(WHAT IS EXPECTED): Please transcribe the following records in full, exactly as given.

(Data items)
• • • •

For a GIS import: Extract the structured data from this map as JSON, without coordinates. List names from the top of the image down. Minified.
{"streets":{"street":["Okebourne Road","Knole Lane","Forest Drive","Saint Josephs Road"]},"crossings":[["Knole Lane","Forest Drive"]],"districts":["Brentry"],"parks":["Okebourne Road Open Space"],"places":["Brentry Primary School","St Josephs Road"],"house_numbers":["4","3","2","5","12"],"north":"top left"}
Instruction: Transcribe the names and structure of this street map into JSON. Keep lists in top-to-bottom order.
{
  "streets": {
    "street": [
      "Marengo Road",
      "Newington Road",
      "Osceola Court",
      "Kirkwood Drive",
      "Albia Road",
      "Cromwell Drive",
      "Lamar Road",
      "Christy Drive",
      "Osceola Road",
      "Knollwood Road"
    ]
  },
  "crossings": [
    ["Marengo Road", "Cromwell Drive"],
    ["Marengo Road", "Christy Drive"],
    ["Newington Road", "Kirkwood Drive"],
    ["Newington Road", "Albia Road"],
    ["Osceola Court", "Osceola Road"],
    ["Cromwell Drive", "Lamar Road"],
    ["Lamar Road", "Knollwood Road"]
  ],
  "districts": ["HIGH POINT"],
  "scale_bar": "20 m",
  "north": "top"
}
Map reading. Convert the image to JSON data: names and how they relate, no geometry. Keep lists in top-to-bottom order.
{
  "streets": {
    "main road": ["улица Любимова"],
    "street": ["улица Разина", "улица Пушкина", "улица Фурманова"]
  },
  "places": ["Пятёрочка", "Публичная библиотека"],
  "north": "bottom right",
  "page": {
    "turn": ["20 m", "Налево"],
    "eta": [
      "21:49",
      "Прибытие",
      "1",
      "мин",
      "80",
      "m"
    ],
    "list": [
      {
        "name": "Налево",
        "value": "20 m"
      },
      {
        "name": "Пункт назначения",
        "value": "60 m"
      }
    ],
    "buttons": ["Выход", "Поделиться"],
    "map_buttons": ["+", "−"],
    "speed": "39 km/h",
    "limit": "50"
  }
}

• • • •

(REPLY TO THE EXERCISE):
For a GIS import: Extract the structured data from this map as JSON, without coordinates. List names from the top of the image down. Minified.
{"streets":{"street":["Okebourne Road","Knole Lane","Forest Drive","Saint Josephs Road"]},"crossings":[["Knole Lane","Forest Drive"]],"districts":["Brentry"],"parks":["Okebourne Road Open Space"],"places":["Brentry Primary School","St Josephs Road"],"house_numbers":["4","3","2","5","12"],"north":"top left"}
Instruction: Transcribe the names and structure of this street map into JSON. Keep lists in top-to-bottom order.
{
  "streets": {
    "street": [
      "Marengo Road",
      "Newington Road",
      "Osceola Court",
      "Kirkwood Drive",
      "Albia Road",
      "Cromwell Drive",
      "Lamar Road",
      "Christy Drive",
      "Osceola Road",
      "Knollwood Road"
    ]
  },
  "crossings": [
    ["Marengo Road", "Cromwell Drive"],
    ["Marengo Road", "Christy Drive"],
    ["Newington Road", "Kirkwood Drive"],
    ["Newington Road", "Albia Road"],
    ["Osceola Court", "Osceola Road"],
    ["Cromwell Drive", "Lamar Road"],
    ["Lamar Road", "Knollwood Road"]
  ],
  "districts": ["HIGH POINT"],
  "scale_bar": "20 m",
  "north": "top"
}
Map reading. Convert the image to JSON data: names and how they relate, no geometry. Keep lists in top-to-bottom order.
{
  "streets": {
    "main road": ["улица Любимова"],
    "street": ["улица Разина", "улица Пушкина", "улица Фурманова"]
  },
  "places": ["Пятёрочка", "Публичная библиотека"],
  "north": "bottom right",
  "page": {
    "turn": ["20 m", "Налево"],
    "eta": [
      "21:49",
      "Прибытие",
      "1",
      "мин",
      "80",
      "m"
    ],
    "list": [
      {
        "name": "Налево",
        "value": "20 m"
      },
      {
        "name": "Пункт назначения",
        "value": "60 m"
      }
    ],
    "buttons": ["Выход", "Поделиться"],
    "map_buttons": ["+", "−"],
    "speed": "39 km/h",
    "limit": "50"
  }
}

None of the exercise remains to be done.